Rescue nets thousands of Deschutes River fish
Oct 29, 2014
Bend BulletinVolunteers, teaming up with state and federal workers, rescued nearly 7,000 fish from dwindling waters along the Deschutes River near Bend over the weekend.
The fish rescue started Friday, continued Sunday and ended Monday, said Brett Hodgson, district biologist in Bend for the Oregon Department of Fish and Wildlife. The Department of Fish and Wildlife’s exact count totaled 6,902 fish.
“That’s a large number of fish,' Hodgson said.
Small, young rainbow trout 6 inches or smaller made up the bulk — 4,968 — of the fish, according to state data. The group rescued 111 rainbow trout between 6 inches and a foot long and none longer than a foot.
“Clearly that side channel is highly used by (rainbow) trout for spawning and rearing,' Hodgson said. “It is definitely important habitat.'
The rescue came a year after a runner discovered a fish kill in the side channel, which flanks Lava Island and parallels the Deschutes River Trail. About 3,000 fish died, and the runner led a small rescue crew that saved about 500 fish.
The side channel emptied of water after flows on the Deschutes River dropped as the Oregon Water Resources Department switched from delivering water downstream to irrigators to storing water in Wickiup Reservoir. The agency changed how it lowers the flows this year, dropping them more slowly than before to give scientists time to see how the side channel responded to different levels of water.
As irrigation season neared its end, Gabe Parr, founder of the Bend Casting Club, rallied volunteers to be ready to move fish. About 45 people volunteered over the three-day rescue, hauling buckets full of fish after state and federal workers shocked fish in pools along the side channel and scooped them up in nets. Parr said the final fish count was surprising .

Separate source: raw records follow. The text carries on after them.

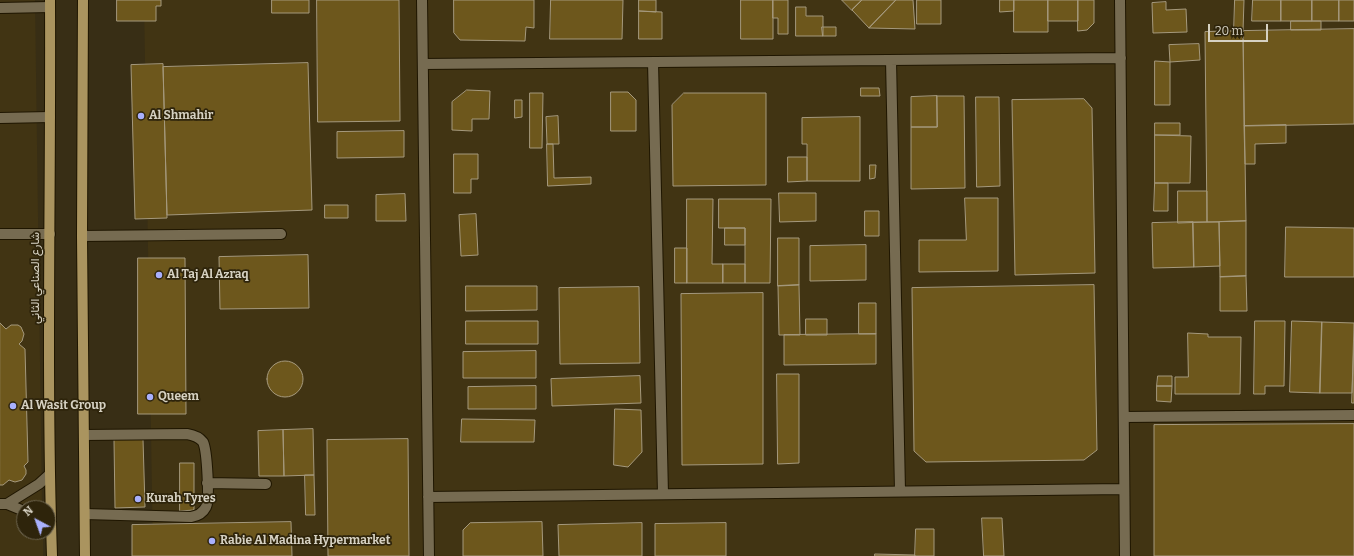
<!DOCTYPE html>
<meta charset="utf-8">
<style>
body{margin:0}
#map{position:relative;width:1354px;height:556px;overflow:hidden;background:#382e15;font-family:Bitter,serif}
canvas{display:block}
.north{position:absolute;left:16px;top:500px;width:40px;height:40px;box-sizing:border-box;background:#2e240b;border:1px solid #716954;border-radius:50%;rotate:319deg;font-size:11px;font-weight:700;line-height:16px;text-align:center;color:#d6d1c2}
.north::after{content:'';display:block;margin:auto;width:14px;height:18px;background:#a9b0fc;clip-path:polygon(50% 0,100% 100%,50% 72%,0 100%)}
.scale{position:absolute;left:1208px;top:24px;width:60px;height:18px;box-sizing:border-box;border:2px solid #d6d1c2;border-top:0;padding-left:5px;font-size:12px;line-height:14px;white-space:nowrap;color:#d6d1c2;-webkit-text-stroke:3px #2e240b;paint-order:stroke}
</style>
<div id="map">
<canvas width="1354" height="556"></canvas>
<div class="north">N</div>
<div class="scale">20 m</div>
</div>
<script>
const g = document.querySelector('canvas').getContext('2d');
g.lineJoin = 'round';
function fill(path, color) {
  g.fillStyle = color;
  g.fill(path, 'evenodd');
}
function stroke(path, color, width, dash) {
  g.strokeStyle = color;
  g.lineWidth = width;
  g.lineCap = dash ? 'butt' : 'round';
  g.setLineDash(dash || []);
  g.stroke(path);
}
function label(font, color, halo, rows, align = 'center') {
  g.font = font + ' Bitter,Vazirmatn,serif';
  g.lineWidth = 3.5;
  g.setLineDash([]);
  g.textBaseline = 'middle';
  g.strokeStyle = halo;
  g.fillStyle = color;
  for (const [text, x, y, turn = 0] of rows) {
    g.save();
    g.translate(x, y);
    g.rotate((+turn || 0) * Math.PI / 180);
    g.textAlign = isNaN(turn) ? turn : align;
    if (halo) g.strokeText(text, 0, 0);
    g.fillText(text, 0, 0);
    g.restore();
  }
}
fill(new Path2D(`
 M0 0H35L42 508H24V532H43V556H0Z
 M144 0H1354V556H153Z`), '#413413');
const building = new Path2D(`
 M117 0H161V6H156V21H117Z
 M272 0H309V13H272Z
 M317 0H399L400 121 318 122Z
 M454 0H534V28L526 27 525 41 460 40 454 33Z
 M551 0H623L622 39H550Z
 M639 0H656V12L639 11Z
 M741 0H773V39H741Z
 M773 0H788V34H778V18H773Z
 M842 0H862L852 10Z
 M862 0H896L869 28 852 10Z
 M896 0H913L915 29 869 28Z
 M917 0H941V24H917Z
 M1000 0H1014V11L1000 12Z
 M1014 0H1048V32H1014Z
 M1048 0H1078V21H1048Z
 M1078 0H1094V23L1087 30 1078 31Z
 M1235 0H1244L1243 31H1234Z
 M1253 0H1281V21H1252Z
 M1281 0H1312V21H1281Z
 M1312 0H1339V21H1312Z
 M1339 0H1354V21H1339Z
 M1166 2V10L1186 9 1187 32 1153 33 1152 3Z
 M796 7H806V16H823V36H796Z
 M639 11 662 12V39H639Z
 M1291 21H1321V30H1291Z
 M822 27H836V36H823Z
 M1354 29V124L1244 126 1243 31Z
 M1243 31 1246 221 1207 222 1205 32Z
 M1199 44 1200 60 1170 62 1169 45Z
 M1155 61 1170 62V105H1155Z
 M308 63 312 210 167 215 163 67Z
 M163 64 167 218 135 219 131 65Z
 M861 88H879L880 96H861Z
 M467 90 490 91 489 119H472V131L452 130V102Z
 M611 92H628L636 100V131H611Z
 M530 93H543L542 148H530Z
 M684 93H766V185L673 186 672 105Z
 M937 96V127H911V97Z
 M937 96H964L965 188 911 189V127H937Z
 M976 97H999L1000 186 977 187Z
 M1084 99 1092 108 1095 273 1015 275 1012 100Z
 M515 100H522V117L515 118Z
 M558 116 559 144H547L546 117Z
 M860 117V181H807V144H802V118Z
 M1155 123H1180V135H1155Z
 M1286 125V143L1255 144V164H1245L1244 126Z
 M404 131V157L337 158V132Z
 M1155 135 1191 136 1190 183H1155Z
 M547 144H553L554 178 591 177V184L548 186Z
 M454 154H478V179H471V193H454Z
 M788 157H807V181L788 182Z
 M870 165H876L875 178 870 179Z
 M1155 183H1168V211H1154Z
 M1178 191H1207V222L1178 223Z
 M779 193H816V221L780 222Z
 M405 194 406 221H376V195Z
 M965 198H998V271L919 272V240H966Z
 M687 199H713L712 264H723V283H687Z
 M719 199H771L770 283H745V228H719Z
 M325 205H348V218H325Z
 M865 211H879V236H865Z
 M476 214 478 255 461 256 459 215Z
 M1246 221V276L1220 277 1219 222Z
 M1193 222 1194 267 1153 268 1152 223Z
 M1193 222H1219L1220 266 1194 267Z
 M1286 227 1354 228V277H1285Z
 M725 228H745V245H725Z
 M778 238H799V285L778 286Z
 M866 245V280L810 281V246Z
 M675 248H687V283H675Z
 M308 255 309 308 220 309 219 257Z
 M138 258H185L186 414H138Z
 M723 264H745V283H723Z
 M1246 276 1247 311H1220V277Z
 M799 285 800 335H779L778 286Z
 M1094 285 1097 450 1084 460 926 462 914 451 912 288Z
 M466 286H537V310L466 311Z
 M639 287 640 363 560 364 559 288Z
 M763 293V464L682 465 681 294Z
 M859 303H876V334H859Z
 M806 319H827V335H806Z
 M466 321H538V344H466Z
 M1255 321H1285L1284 386H1265V394H1254Z
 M1292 321 1322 322 1320 393 1290 392Z
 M1322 322 1354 323 1352 393H1320Z
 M0 323 6 329 11 325H18L21 327 24 334 22 341 19 344 25 349 28 462 24 466 26 470V474L22 480 15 482 9 480 3 485H0Z
 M1188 333 1208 334V337H1241L1240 394H1175V377H1188Z
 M876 334V364L784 365V335Z
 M1354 342V403H1352Z
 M536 351V378H463V352Z
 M267 379a18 18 0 1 1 36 0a18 18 0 1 1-36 0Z
 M777 374H799V463L778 464Z
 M640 376 641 403 552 406 551 379Z
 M1158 376H1172V386H1157Z
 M536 386V409H468V387Z
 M1157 386H1172L1171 402 1157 401Z
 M615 409 641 410 642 452 628 467 614 465Z
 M462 419 535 420 534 442H461Z
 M1354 424V556H1154V425Z
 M313 429 314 475 284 476 283 430Z
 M283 430 284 476H259L258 431Z
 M143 439 145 507 115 508 114 440Z
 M408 439 409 556H328L327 440Z
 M180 463H194V510L180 511Z
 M305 475H314L315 515H306Z
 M982 518H1002L1004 556H984Z
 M291 522 292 556H132V525Z
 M542 522 543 556H463V530L470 523Z
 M642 523V556H559L558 525Z
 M726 523V556H655V524Z
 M916 529H934V556H915Z
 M875 554 915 555V556H875Z`);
fill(building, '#6d571c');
stroke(building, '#a5997d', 1);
const minor = new Path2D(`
 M422 0 429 556
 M1120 0 1125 556
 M0 8 50 7
 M891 60 900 491
 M653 62 663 494
 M423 64 1121 58
 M0 118 50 117
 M0 234H50
 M82 236 281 234
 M1124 417 1354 415
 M84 435 187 434C193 435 199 437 203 442 207 450 210 500 206 507 203 513 197 516 191 517L85 514
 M207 483 266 484
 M428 497 1124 489
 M0 504H7L24 511
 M7 504 39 484 50 474`);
const major = new Path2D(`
 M50 0C51 185 46 371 52 556
 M83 0 82 236 85 556`);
stroke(minor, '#1f1600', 12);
stroke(major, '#1f1600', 12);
stroke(minor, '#766b51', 10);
stroke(major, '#aa945f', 10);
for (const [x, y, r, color] of [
 [141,116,4,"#a9b0fc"],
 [159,275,4,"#a9b0fc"],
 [150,397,4,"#a9b0fc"],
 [13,406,4,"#a9b0fc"],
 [138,499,4,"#a9b0fc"],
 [212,541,4,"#a9b0fc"]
]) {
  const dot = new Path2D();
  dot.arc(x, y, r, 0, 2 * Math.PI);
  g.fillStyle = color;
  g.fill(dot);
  stroke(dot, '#2e240b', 1.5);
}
label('bold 12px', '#d6d1c2', '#2e240b', [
 ["Al Shmahir",149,116],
 ["Al Taj Al Azraq",167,275],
 ["Queem",158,397],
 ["Al Wasit Group",21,406],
 ["Kurah Tyres",146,499],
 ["Rabie Al Madina Hypermarket",220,541]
], 'left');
label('12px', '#d6d1c2', '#2e240b', [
 ["شارع الصناعي الثاني",36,278,-90]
]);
</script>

“I am floored by these numbers,' said Parr. He hopes long-term changes to how the state manages the river could end the need for future fish rescues at Lava Island.
The Deschutes River runs for about 55 miles between Wickiup Reservoir and Bend, with the side channel splitting off for about a mile. Parr wonders how many more miles may have similar side channels where fish could become stranded.
Hodgson said he’s not sure how many miles of side channels there are along the river, but the channel around Lava Island has a couple of unique factors that lead to fast-disappearing pools when the water drops. The river has a high gradient around Lava Island, meaning its elevation drops substantially, and porous lava rock soaks up standing water.
Once flows at the Benham Falls gauge upstream of Lava Island drop to below 700 cubic feet per second, the side channel at Lava Island loses water, said Jeremy Giffin, Deschutes Basin watermaster for the Oregon Water Resources Department in Bend. The flows dropped this month and likely won’t be greater than 700 cfs until spring, when irrigation season starts.